> Activity
Print the first line of the data below and every one after it, through the line containing "padding:0 24px; font-size:22px;", exactly as written.

[Dataset entries]
──────────

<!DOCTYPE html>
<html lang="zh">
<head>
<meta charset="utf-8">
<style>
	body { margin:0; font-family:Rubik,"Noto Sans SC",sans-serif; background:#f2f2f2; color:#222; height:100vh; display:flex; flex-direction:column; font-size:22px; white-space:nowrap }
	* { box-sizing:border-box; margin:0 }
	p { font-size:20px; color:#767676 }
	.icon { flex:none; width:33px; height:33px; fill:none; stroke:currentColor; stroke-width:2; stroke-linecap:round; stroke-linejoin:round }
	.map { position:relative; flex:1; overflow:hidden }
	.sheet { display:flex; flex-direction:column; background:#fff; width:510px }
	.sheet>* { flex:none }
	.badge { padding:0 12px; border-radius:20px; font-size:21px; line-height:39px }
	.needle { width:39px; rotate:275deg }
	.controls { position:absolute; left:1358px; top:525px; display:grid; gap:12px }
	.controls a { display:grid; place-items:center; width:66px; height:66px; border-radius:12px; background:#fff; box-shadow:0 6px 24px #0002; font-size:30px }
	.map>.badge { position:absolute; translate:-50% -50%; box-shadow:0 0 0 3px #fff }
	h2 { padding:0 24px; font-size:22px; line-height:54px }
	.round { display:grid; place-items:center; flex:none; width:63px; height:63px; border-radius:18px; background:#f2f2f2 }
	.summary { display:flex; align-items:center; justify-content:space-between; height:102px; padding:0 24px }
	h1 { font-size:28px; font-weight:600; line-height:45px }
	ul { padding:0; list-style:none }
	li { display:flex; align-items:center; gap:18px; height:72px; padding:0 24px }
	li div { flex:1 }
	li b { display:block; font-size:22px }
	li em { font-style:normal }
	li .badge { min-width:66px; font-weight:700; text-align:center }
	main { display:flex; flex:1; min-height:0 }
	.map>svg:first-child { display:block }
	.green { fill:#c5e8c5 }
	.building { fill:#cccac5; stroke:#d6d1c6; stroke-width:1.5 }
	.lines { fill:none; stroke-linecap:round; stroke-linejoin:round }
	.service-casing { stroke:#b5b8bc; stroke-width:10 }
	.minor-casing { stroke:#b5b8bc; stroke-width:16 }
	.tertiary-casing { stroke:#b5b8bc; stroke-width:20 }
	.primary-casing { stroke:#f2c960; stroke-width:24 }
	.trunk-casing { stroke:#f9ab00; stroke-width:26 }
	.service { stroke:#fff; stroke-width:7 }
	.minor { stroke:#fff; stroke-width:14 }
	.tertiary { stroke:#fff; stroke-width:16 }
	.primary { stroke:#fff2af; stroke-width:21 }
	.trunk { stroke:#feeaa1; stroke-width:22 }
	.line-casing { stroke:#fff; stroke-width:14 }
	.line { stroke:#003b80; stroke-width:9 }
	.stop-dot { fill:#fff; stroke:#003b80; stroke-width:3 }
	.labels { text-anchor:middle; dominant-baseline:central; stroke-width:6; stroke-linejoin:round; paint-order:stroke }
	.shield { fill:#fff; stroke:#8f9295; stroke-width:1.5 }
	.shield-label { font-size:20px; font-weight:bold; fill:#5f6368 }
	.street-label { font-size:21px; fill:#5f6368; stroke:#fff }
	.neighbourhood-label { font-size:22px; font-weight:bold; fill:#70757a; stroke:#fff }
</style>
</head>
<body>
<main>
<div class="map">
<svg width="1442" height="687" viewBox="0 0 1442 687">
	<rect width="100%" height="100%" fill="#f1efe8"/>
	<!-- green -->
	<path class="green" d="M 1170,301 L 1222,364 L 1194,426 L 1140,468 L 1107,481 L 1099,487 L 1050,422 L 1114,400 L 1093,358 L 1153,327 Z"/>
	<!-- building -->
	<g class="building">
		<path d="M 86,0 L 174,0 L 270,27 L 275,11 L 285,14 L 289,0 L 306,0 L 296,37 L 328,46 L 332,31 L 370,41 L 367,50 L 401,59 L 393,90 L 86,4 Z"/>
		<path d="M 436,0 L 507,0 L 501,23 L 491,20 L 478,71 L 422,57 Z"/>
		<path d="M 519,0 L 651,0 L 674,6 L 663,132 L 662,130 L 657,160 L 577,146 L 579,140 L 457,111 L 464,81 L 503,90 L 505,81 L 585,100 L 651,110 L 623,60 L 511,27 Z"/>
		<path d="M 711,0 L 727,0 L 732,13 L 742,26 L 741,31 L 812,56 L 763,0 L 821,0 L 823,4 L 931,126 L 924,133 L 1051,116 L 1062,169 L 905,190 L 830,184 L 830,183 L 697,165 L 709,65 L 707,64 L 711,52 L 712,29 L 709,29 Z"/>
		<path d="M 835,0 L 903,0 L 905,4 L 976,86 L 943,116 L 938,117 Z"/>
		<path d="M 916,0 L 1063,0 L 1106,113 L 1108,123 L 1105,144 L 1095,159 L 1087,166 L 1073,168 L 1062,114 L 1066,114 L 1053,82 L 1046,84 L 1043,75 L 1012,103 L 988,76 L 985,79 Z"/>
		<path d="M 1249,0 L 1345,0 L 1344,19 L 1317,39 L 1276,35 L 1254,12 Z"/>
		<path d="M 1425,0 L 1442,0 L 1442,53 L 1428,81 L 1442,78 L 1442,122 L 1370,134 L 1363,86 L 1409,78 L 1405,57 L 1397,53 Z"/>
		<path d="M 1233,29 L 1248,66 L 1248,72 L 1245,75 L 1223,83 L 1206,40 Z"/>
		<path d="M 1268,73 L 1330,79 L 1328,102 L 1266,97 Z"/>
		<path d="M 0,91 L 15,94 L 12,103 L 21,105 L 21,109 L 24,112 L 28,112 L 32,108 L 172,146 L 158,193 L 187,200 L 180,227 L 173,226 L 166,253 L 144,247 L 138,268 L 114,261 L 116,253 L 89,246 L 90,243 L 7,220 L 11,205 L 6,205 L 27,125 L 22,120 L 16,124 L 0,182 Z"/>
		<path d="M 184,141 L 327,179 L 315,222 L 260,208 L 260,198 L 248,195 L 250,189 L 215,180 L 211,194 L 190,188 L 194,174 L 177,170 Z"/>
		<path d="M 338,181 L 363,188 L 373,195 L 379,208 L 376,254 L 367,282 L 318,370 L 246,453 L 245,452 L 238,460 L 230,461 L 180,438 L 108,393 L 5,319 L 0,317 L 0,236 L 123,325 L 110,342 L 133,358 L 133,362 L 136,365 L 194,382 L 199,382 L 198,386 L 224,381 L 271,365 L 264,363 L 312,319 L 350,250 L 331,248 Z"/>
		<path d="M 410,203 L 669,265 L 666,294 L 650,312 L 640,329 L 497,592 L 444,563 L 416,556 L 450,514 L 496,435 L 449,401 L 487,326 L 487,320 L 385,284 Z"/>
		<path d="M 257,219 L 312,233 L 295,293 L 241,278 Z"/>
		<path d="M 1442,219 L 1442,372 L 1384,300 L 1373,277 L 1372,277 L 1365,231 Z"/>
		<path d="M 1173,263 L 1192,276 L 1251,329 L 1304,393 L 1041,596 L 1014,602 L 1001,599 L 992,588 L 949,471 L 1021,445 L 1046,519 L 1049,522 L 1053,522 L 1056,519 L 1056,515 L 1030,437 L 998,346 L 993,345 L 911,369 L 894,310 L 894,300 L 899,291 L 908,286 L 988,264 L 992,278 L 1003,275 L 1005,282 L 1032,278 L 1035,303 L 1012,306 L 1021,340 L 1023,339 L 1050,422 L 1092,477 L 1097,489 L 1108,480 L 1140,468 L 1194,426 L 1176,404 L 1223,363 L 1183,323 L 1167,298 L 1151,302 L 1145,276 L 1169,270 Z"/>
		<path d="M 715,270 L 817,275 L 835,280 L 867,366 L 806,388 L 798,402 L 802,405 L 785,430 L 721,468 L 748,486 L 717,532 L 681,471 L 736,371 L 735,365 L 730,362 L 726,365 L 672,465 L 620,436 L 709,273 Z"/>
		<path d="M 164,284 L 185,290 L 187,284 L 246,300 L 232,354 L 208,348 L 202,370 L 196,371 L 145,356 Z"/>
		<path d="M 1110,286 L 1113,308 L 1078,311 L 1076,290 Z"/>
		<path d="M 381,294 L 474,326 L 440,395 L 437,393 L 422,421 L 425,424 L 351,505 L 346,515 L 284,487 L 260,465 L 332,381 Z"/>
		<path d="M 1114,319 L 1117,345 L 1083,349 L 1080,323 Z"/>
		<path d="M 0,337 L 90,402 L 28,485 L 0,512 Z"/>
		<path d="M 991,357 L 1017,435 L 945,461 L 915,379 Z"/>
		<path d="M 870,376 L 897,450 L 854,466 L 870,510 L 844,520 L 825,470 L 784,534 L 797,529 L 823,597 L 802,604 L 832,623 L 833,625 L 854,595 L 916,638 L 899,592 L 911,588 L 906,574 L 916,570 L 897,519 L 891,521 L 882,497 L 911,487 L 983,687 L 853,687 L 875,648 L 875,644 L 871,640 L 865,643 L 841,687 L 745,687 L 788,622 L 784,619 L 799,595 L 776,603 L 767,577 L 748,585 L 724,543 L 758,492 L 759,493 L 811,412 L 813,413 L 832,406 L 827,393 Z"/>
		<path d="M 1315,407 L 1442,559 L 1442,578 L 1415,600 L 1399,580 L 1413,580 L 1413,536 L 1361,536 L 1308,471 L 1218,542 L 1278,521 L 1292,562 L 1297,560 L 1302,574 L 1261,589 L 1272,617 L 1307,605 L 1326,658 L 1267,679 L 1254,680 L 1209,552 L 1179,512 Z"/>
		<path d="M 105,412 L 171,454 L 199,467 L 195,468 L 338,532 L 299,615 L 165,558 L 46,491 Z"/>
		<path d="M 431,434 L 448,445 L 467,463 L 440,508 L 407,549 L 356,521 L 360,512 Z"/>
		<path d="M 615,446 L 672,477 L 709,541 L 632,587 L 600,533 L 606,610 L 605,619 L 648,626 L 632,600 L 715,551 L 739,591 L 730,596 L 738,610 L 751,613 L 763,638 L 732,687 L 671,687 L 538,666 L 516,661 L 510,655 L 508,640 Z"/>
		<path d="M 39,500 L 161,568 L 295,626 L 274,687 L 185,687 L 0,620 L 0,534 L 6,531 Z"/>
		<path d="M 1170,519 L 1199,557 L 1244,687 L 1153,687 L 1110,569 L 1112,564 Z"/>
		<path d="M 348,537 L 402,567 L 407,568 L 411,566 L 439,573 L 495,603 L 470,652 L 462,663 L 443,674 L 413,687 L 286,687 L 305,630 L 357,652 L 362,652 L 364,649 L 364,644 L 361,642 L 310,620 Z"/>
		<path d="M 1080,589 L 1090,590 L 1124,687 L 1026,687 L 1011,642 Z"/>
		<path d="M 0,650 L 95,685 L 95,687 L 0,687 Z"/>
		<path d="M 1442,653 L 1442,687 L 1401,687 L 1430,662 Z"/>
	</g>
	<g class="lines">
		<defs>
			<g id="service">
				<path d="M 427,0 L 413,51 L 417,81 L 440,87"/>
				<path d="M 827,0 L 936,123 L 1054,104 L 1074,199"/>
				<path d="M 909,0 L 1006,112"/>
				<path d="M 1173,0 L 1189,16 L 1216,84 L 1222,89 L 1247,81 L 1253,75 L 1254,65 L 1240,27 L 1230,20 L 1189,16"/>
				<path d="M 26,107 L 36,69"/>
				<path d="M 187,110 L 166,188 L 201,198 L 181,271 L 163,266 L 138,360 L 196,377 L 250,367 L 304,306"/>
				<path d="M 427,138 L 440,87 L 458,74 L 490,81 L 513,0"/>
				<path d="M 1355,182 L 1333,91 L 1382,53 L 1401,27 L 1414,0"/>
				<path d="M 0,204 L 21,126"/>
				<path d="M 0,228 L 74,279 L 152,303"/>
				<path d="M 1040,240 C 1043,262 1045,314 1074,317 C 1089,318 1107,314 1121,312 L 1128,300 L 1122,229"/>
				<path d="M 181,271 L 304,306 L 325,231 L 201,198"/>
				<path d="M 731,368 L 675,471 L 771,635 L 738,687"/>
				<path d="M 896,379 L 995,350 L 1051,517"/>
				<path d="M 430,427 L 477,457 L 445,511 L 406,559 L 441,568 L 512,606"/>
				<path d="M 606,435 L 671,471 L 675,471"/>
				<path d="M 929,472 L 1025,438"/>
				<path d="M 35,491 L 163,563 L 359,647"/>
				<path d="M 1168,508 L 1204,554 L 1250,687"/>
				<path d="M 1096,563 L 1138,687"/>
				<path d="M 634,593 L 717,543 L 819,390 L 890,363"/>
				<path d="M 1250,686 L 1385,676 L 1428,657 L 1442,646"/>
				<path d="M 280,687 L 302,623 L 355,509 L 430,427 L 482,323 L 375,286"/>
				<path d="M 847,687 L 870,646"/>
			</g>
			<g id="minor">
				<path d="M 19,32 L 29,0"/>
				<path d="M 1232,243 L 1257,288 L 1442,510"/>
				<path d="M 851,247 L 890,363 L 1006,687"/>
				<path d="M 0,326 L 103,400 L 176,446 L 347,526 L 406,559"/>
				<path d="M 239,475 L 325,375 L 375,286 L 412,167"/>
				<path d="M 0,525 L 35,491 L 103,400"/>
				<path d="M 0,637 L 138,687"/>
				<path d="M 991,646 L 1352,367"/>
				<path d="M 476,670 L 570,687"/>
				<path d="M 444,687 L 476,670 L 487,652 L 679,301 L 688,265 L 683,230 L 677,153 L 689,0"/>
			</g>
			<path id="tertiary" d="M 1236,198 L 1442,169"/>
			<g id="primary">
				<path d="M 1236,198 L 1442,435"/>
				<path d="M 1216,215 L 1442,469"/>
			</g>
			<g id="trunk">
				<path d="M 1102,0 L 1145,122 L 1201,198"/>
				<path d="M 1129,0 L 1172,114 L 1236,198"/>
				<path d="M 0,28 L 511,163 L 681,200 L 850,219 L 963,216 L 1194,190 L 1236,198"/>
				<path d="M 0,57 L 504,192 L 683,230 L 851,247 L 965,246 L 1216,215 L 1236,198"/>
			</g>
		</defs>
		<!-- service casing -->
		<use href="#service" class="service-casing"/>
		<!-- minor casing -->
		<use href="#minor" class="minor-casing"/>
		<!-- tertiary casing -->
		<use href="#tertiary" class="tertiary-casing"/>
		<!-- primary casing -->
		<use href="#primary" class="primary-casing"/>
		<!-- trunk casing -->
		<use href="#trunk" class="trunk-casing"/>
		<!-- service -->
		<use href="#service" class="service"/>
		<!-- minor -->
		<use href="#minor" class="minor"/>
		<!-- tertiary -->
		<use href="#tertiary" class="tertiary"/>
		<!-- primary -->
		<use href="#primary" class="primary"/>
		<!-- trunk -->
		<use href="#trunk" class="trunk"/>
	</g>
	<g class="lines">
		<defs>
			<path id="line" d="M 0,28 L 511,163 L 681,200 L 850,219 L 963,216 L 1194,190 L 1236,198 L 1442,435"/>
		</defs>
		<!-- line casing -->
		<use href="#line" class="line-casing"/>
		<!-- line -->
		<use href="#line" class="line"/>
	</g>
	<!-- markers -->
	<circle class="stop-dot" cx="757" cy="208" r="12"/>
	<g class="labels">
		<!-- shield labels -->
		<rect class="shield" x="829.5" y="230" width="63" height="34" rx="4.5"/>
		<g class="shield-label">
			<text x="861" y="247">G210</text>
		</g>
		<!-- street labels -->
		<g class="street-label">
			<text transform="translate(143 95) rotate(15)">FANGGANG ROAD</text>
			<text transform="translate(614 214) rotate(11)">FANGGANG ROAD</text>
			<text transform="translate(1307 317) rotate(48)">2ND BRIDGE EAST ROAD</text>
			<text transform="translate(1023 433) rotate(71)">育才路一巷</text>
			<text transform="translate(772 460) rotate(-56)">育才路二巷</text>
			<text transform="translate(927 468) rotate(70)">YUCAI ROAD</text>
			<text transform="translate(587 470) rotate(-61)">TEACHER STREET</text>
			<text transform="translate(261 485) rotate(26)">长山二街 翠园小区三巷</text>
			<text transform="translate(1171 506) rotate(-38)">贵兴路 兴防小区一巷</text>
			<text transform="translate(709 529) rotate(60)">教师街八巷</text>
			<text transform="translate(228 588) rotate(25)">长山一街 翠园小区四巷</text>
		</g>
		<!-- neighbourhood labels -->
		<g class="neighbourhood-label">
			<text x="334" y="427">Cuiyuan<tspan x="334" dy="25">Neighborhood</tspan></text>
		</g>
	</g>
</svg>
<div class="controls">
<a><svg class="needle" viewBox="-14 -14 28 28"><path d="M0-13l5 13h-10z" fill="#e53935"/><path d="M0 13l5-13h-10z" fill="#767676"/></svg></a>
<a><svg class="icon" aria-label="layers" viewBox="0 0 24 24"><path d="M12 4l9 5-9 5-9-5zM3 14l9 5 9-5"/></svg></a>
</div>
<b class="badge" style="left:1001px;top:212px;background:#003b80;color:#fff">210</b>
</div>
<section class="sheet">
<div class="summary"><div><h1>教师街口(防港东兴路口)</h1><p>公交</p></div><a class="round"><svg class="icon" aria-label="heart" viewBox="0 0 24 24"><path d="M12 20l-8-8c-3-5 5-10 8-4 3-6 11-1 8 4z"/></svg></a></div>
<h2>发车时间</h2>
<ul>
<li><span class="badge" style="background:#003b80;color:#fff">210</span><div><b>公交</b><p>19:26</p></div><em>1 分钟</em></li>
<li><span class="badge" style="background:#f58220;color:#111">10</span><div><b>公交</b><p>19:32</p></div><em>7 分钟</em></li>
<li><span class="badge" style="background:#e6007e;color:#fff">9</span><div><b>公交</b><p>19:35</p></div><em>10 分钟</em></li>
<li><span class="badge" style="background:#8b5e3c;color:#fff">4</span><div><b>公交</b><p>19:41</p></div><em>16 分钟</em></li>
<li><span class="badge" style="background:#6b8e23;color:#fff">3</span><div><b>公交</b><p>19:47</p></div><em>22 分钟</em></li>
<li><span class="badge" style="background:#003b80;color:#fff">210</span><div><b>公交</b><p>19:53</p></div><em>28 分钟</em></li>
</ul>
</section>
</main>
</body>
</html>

──────────

> Final answer
<!DOCTYPE html>
<html lang="zh">
<head>
<meta charset="utf-8">
<style>
	body { margin:0; font-family:Rubik,"Noto Sans SC",sans-serif; background:#f2f2f2; color:#222; height:100vh; display:flex; flex-direction:column; font-size:22px; white-space:nowrap }
	* { box-sizing:border-box; margin:0 }
	p { font-size:20px; color:#767676 }
	.icon { flex:none; width:33px; height:33px; fill:none; stroke:currentColor; stroke-width:2; stroke-linecap:round; stroke-linejoin:round }
	.map { position:relative; flex:1; overflow:hidden }
	.sheet { display:flex; flex-direction:column; background:#fff; width:510px }
	.sheet>* { flex:none }
	.badge { padding:0 12px; border-radius:20px; font-size:21px; line-height:39px }
	.needle { width:39px; rotate:275deg }
	.controls { position:absolute; left:1358px; top:525px; display:grid; gap:12px }
	.controls a { display:grid; place-items:center; width:66px; height:66px; border-radius:12px; background:#fff; box-shadow:0 6px 24px #0002; font-size:30px }
	.map>.badge { position:absolute; translate:-50% -50%; box-shadow:0 0 0 3px #fff }
	h2 { padding:0 24px; font-size:22px; line-height:54px }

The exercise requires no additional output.